* Data for processing
###

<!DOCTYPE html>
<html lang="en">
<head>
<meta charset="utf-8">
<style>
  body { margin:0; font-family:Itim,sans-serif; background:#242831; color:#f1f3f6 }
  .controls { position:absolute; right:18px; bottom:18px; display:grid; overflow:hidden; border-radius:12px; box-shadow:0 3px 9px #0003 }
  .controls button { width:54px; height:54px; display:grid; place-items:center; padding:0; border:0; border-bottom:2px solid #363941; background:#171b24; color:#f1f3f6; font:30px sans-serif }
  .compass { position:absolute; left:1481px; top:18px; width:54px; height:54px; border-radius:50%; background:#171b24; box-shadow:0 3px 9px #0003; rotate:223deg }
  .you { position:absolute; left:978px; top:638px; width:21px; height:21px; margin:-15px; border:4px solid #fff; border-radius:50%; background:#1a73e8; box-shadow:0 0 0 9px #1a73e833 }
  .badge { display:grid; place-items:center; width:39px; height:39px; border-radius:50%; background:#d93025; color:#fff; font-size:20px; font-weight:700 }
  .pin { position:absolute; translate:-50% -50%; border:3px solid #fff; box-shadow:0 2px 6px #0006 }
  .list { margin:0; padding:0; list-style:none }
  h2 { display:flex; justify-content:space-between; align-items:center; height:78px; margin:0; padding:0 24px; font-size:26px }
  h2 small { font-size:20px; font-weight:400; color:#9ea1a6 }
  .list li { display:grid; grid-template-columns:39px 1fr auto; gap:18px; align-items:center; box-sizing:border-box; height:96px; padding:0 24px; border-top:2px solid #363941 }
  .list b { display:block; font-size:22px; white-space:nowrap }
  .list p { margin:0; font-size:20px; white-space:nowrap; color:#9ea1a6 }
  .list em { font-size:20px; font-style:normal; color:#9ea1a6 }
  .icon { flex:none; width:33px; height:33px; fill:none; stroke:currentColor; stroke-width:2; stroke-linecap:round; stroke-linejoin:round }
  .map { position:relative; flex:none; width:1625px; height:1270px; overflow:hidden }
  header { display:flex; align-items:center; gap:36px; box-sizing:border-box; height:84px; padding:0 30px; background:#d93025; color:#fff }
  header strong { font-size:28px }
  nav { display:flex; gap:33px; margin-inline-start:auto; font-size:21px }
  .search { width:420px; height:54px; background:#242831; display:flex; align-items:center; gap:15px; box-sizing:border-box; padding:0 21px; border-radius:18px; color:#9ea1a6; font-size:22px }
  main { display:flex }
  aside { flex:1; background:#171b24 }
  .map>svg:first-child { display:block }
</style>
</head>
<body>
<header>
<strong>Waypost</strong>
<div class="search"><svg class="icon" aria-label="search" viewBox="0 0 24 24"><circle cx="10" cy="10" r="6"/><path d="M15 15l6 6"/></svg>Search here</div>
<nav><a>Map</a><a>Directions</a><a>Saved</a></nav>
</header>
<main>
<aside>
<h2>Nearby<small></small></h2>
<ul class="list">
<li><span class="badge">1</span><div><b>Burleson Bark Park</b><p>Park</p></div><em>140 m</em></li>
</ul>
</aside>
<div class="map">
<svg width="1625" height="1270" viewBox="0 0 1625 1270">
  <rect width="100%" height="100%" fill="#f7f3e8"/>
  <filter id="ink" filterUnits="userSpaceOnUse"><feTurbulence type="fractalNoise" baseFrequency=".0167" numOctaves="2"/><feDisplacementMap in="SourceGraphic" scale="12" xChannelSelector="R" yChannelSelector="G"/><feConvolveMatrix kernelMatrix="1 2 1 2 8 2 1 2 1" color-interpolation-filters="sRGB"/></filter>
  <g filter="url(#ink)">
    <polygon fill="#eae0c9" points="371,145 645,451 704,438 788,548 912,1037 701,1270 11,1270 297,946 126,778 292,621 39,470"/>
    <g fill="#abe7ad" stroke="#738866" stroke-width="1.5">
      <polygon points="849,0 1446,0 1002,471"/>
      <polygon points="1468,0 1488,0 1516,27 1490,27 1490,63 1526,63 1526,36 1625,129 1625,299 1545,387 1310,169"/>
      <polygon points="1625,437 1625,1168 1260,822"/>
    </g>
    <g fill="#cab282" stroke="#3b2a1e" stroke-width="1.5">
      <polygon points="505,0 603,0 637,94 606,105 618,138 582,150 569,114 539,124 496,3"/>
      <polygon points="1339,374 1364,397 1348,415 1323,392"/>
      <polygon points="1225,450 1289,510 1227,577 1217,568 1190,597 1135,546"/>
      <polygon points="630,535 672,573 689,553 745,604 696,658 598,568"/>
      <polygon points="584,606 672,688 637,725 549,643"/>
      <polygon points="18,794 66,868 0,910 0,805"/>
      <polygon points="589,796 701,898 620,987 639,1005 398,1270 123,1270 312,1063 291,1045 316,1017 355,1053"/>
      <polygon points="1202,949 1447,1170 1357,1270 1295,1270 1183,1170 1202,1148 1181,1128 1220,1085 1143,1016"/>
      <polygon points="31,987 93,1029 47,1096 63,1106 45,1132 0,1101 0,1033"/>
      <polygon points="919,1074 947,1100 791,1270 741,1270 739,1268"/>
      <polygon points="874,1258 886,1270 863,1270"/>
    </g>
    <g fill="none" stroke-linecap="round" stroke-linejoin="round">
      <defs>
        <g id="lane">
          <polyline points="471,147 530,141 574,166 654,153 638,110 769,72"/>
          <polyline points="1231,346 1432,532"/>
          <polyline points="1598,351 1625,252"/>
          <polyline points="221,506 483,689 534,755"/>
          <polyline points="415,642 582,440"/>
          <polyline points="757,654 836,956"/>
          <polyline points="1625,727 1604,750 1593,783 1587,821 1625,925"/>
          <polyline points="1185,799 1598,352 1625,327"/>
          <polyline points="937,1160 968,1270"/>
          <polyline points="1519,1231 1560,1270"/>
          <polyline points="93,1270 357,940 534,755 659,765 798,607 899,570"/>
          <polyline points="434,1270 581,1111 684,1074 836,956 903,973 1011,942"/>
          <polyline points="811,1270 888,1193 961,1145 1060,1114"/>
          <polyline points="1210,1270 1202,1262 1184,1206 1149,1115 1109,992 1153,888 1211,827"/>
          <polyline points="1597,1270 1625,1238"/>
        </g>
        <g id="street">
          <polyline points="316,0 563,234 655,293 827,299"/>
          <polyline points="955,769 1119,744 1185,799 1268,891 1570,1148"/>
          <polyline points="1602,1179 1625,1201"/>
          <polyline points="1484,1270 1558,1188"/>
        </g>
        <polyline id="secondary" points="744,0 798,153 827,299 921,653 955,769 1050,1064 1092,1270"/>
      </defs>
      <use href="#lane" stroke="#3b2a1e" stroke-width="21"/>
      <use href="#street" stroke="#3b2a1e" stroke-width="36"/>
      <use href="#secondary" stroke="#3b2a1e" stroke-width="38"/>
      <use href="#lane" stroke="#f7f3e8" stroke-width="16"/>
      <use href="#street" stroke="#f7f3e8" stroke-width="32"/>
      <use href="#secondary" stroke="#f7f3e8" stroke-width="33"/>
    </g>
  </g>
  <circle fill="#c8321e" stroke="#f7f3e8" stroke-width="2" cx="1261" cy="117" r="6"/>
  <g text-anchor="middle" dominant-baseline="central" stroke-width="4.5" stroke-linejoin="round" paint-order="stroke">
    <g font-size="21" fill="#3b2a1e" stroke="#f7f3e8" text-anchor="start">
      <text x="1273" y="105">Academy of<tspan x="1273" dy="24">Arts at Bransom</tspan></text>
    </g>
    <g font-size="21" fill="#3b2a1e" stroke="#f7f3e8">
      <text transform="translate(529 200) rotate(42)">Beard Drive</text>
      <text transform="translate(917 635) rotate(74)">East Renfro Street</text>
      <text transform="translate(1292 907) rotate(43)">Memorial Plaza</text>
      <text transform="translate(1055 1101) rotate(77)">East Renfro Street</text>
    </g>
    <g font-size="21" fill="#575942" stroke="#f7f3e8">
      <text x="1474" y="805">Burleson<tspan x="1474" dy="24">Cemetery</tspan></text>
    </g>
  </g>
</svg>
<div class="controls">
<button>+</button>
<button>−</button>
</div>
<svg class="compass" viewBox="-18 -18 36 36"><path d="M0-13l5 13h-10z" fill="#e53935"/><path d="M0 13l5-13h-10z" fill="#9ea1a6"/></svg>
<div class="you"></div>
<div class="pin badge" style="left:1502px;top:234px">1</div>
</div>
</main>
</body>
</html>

###

If a line in the records above contains the word "absolute", copy it.

* Response to this exercise
  .controls { position:absolute; right:18px; bottom:18px; display:grid; overflow:hidden; border-radius:12px; box-shadow:0 3px 9px #0003 }
  .compass { position:absolute; left:1481px; top:18px; width:54px; height:54px; border-radius:50%; background:#171b24; box-shadow:0 3px 9px #0003; rotate:223deg }
  .you { position:absolute; left:978px; top:638px; width:21px; height:21px; margin:-15px; border:4px solid #fff; border-radius:50%; background:#1a73e8; box-shadow:0 0 0 9px #1a73e833 }
  .pin { position:absolute; translate:-50% -50%; border:3px solid #fff; box-shadow:0 2px 6px #0006 }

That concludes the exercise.